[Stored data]
-- Opening Marker --

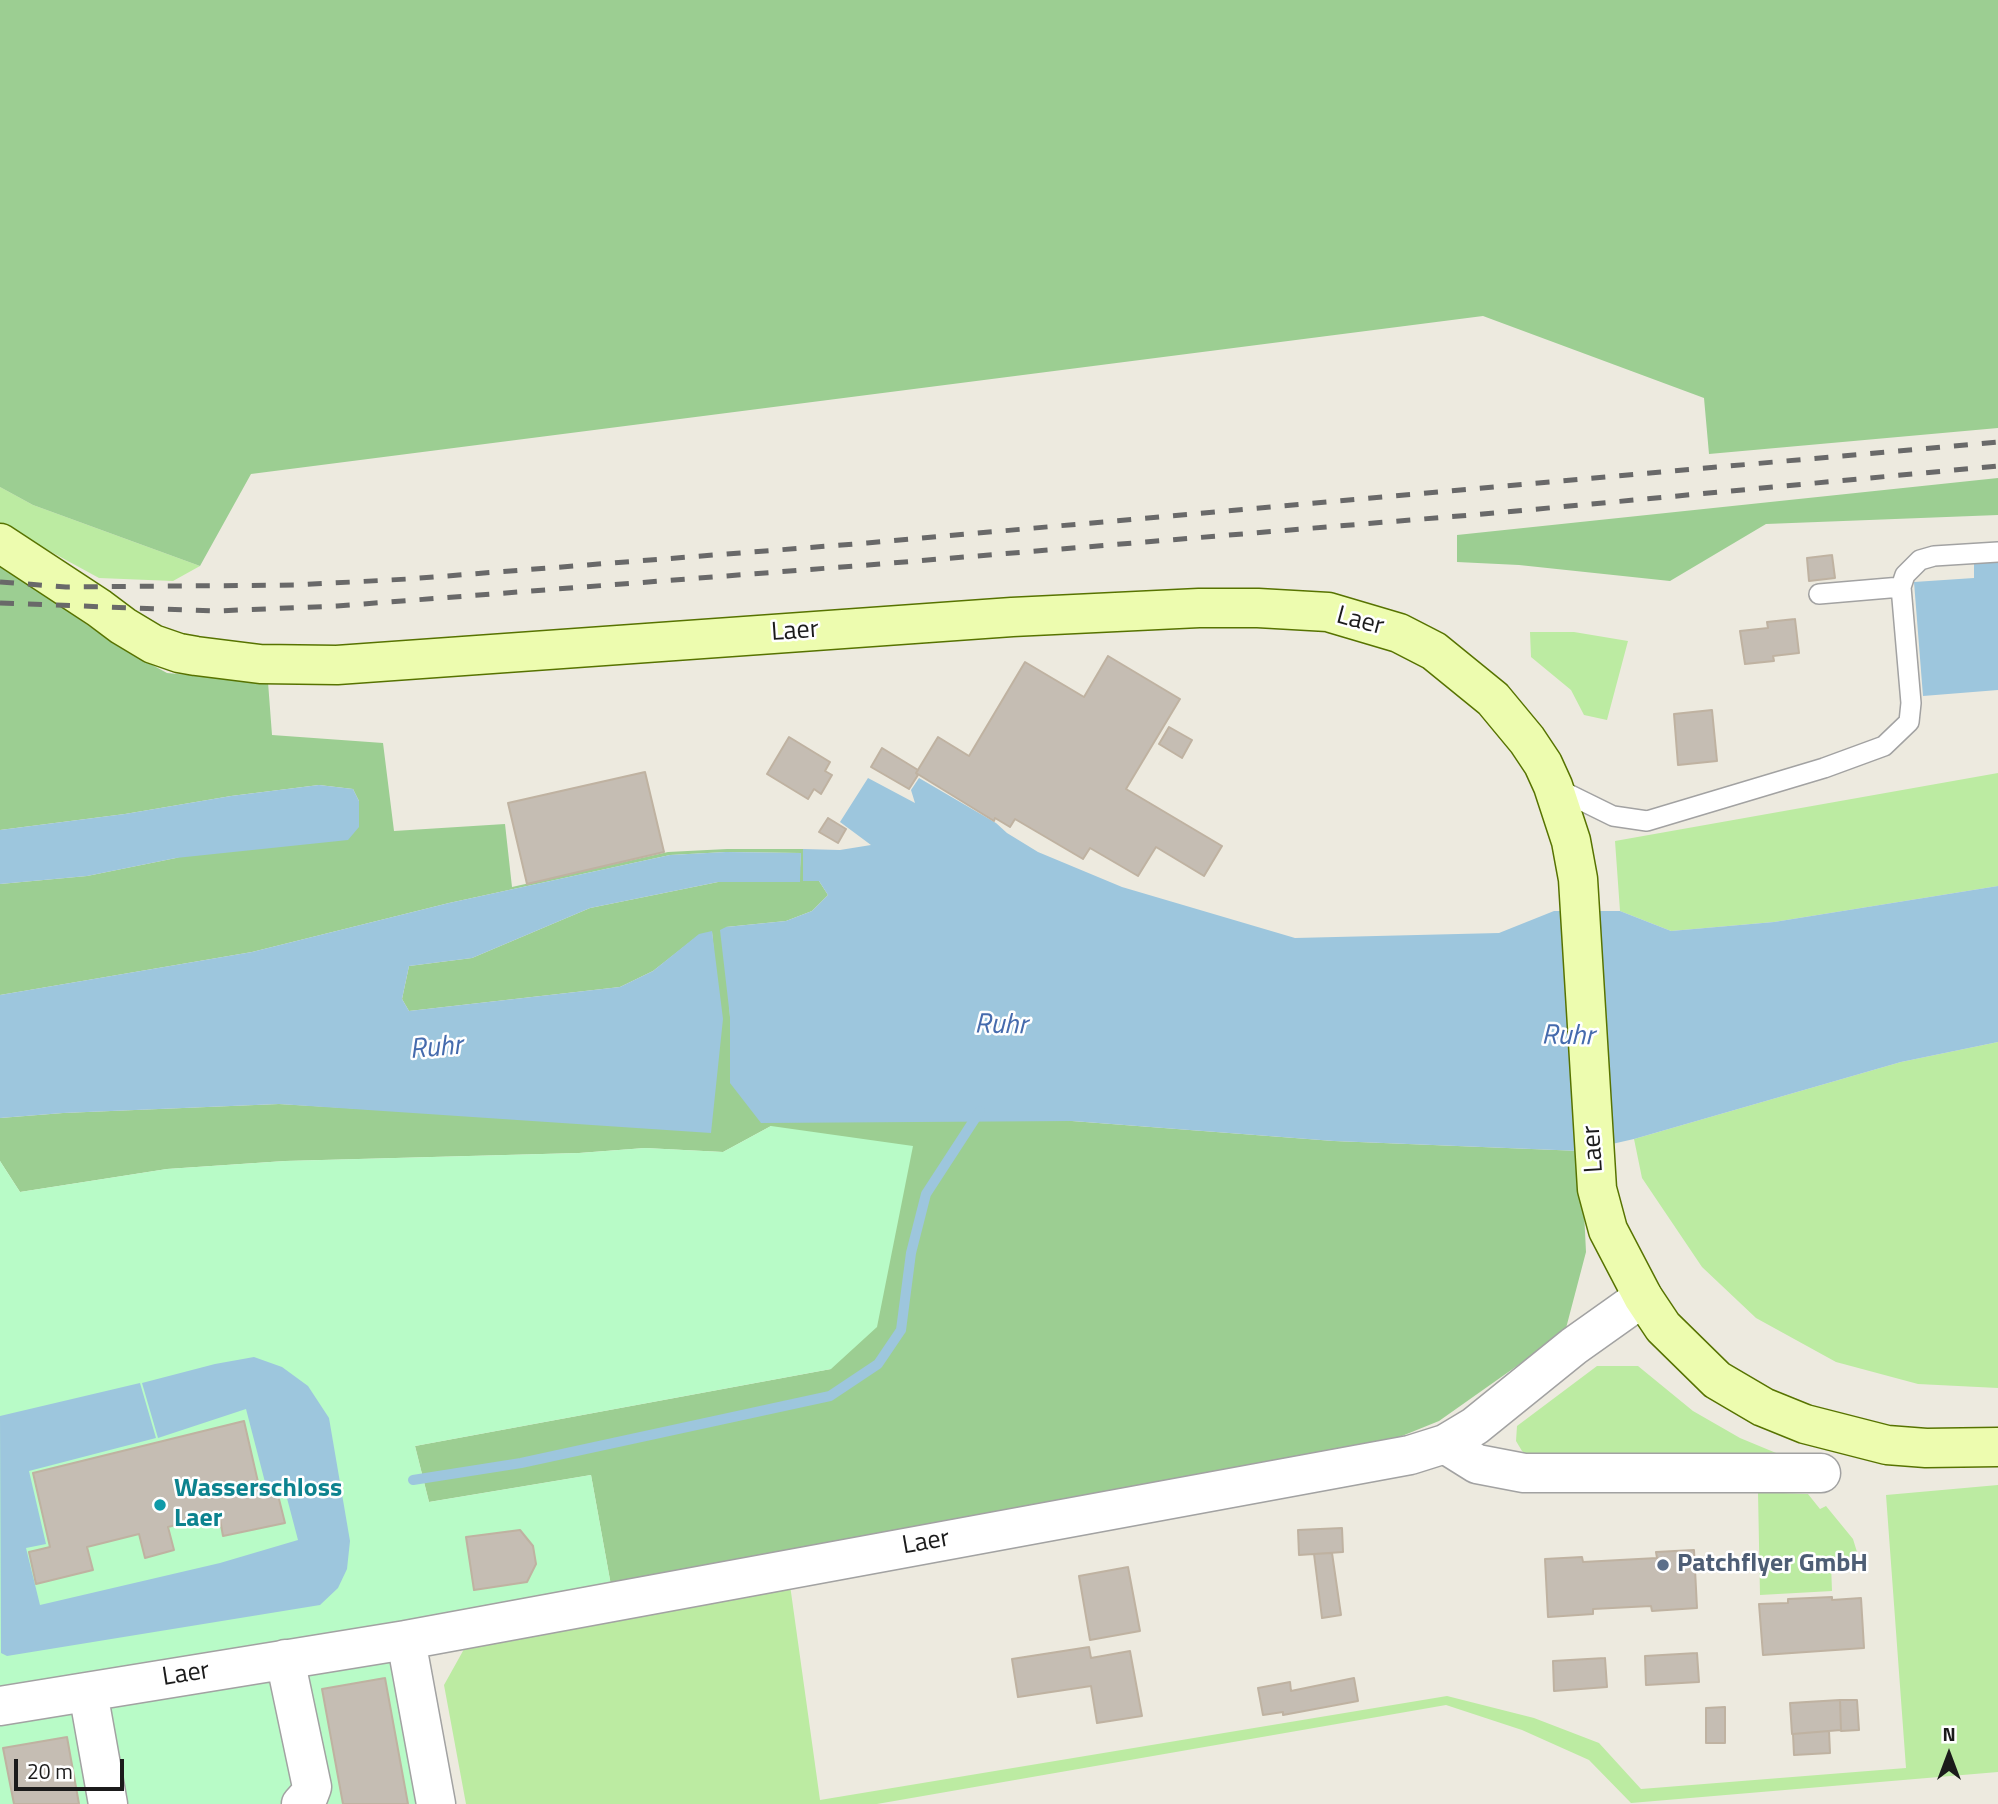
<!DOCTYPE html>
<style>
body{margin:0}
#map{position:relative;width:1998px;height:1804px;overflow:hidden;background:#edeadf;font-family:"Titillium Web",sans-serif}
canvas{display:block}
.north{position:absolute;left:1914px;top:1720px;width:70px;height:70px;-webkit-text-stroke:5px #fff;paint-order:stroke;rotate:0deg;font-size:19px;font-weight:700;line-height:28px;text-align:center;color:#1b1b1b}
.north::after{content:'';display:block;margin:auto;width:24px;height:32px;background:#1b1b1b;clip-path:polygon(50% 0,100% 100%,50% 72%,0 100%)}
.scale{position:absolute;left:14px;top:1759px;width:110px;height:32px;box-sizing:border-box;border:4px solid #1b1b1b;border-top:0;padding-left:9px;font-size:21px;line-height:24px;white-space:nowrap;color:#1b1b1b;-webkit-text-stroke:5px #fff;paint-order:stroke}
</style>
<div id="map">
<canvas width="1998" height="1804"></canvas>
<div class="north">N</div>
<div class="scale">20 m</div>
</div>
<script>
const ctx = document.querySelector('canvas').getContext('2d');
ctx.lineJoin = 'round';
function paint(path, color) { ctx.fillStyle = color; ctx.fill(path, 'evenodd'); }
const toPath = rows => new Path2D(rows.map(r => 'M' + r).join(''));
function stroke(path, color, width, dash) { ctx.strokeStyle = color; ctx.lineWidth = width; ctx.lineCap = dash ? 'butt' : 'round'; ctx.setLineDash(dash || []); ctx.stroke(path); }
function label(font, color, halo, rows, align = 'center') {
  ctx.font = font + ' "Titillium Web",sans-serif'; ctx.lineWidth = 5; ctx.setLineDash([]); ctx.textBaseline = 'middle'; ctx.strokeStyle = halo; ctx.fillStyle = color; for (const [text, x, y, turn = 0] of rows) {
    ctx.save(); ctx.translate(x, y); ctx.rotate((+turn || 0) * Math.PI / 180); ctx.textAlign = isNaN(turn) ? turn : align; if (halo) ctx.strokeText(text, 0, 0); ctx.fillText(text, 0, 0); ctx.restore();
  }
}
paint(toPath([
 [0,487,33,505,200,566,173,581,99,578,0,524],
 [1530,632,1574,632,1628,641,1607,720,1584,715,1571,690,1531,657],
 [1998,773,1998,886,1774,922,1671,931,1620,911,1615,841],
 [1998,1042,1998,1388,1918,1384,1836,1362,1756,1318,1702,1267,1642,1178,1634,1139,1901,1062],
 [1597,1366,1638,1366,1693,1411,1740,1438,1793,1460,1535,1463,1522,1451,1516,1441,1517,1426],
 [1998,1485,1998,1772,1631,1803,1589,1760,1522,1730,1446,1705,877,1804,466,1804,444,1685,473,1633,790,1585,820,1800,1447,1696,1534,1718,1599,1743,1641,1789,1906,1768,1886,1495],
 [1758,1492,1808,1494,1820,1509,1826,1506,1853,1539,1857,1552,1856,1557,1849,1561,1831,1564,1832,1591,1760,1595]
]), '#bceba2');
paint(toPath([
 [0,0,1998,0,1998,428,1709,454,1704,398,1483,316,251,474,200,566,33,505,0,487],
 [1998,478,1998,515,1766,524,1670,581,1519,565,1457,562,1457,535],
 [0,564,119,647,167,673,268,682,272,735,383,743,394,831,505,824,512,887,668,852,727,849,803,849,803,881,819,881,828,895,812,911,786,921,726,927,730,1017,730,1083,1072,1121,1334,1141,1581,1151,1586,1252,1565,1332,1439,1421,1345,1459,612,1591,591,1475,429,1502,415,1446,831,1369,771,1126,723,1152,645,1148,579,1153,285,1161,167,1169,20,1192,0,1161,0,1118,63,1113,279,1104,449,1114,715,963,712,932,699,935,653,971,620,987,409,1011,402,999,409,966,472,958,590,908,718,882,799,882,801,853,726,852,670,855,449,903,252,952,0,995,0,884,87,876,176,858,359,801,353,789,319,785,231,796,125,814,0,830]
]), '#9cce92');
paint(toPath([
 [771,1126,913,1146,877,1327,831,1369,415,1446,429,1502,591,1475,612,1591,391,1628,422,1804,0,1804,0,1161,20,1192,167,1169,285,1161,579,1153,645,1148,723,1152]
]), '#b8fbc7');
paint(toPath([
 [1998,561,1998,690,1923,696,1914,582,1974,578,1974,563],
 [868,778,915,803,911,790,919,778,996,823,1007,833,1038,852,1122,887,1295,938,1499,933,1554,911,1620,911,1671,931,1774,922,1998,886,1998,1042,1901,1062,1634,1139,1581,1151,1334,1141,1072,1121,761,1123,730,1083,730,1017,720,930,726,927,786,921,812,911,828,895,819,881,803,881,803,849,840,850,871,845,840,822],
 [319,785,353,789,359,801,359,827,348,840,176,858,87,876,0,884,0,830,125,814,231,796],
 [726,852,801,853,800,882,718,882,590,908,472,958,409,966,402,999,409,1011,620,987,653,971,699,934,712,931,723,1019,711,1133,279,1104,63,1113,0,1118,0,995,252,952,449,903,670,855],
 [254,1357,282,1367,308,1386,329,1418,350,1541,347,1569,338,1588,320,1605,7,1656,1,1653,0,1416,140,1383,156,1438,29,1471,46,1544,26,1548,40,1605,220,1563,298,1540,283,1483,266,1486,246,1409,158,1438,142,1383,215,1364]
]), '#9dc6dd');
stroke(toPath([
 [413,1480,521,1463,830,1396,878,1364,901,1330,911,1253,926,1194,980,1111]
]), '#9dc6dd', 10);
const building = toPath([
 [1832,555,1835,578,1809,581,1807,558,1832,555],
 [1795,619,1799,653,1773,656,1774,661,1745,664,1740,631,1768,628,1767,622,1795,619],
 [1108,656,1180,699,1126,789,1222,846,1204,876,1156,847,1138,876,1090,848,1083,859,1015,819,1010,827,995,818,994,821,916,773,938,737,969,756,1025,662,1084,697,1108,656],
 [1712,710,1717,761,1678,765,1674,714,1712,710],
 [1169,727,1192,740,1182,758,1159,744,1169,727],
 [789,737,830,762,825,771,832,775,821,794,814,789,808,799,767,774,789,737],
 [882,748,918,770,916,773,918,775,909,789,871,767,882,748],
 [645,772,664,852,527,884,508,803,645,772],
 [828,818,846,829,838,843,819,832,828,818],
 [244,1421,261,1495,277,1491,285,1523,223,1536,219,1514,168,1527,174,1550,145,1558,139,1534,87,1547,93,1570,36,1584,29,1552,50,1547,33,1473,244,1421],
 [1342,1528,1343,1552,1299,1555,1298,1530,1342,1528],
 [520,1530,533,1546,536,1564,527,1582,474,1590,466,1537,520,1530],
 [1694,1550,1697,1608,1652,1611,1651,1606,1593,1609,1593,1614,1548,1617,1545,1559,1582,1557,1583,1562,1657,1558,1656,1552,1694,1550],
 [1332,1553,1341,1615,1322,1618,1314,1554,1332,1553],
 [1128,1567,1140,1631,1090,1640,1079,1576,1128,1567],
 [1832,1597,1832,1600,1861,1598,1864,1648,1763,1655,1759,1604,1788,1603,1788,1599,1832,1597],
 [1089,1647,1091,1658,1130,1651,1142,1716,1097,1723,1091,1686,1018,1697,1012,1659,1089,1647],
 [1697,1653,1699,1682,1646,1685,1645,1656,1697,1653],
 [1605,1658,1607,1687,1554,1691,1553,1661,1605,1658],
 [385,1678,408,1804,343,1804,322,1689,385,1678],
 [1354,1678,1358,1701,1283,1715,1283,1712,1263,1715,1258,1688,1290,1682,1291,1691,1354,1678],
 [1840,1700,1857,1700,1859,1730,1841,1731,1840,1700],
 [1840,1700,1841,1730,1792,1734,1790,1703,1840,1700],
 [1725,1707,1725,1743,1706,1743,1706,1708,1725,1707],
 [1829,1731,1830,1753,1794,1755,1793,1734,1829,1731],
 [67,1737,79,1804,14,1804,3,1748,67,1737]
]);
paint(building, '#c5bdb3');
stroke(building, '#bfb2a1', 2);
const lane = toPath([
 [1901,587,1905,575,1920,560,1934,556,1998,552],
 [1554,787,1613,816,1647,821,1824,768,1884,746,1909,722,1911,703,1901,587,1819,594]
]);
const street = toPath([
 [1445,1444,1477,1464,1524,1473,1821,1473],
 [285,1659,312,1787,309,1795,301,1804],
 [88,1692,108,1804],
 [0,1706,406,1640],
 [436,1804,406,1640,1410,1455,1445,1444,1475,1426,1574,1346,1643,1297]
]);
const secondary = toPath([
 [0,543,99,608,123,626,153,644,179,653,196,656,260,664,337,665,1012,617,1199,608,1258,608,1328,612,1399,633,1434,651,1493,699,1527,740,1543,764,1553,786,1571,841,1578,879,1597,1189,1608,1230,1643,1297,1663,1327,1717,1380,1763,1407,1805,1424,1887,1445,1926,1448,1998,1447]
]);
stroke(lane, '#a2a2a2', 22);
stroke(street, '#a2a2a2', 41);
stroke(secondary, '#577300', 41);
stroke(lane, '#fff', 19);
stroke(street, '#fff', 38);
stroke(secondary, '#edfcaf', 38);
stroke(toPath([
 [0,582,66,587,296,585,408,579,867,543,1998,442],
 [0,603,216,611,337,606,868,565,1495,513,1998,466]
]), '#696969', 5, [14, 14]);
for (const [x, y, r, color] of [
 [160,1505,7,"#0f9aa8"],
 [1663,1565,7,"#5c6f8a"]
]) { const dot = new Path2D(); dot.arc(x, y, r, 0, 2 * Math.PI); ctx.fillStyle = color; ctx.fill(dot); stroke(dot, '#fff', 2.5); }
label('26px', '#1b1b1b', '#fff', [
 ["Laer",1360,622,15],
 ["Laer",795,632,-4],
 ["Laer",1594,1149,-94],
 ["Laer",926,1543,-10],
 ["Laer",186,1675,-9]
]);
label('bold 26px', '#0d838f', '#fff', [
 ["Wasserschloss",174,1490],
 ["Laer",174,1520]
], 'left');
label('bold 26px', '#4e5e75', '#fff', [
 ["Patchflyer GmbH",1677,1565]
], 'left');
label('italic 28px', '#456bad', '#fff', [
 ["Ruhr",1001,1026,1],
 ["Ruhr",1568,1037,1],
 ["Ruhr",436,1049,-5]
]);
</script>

-- Closing Marker --

*WHAT THIS TASK INVOLVES*:
Looking at the records above, which lines contain "rotate"? Copy those lines.

*EXERCISE ANSWER*:
.north{position:absolute;left:1914px;top:1720px;width:70px;height:70px;-webkit-text-stroke:5px #fff;paint-order:stroke;rotate:0deg;font-size:19px;font-weight:700;line-height:28px;text-align:center;color:#1b1b1b}
    ctx.save(); ctx.translate(x, y); ctx.rotate((+turn || 0) * Math.PI / 180); ctx.textAlign = isNaN(turn) ? turn : align; if (halo) ctx.strokeText(text, 0, 0); ctx.fillText(text, 0, 0); ctx.restore();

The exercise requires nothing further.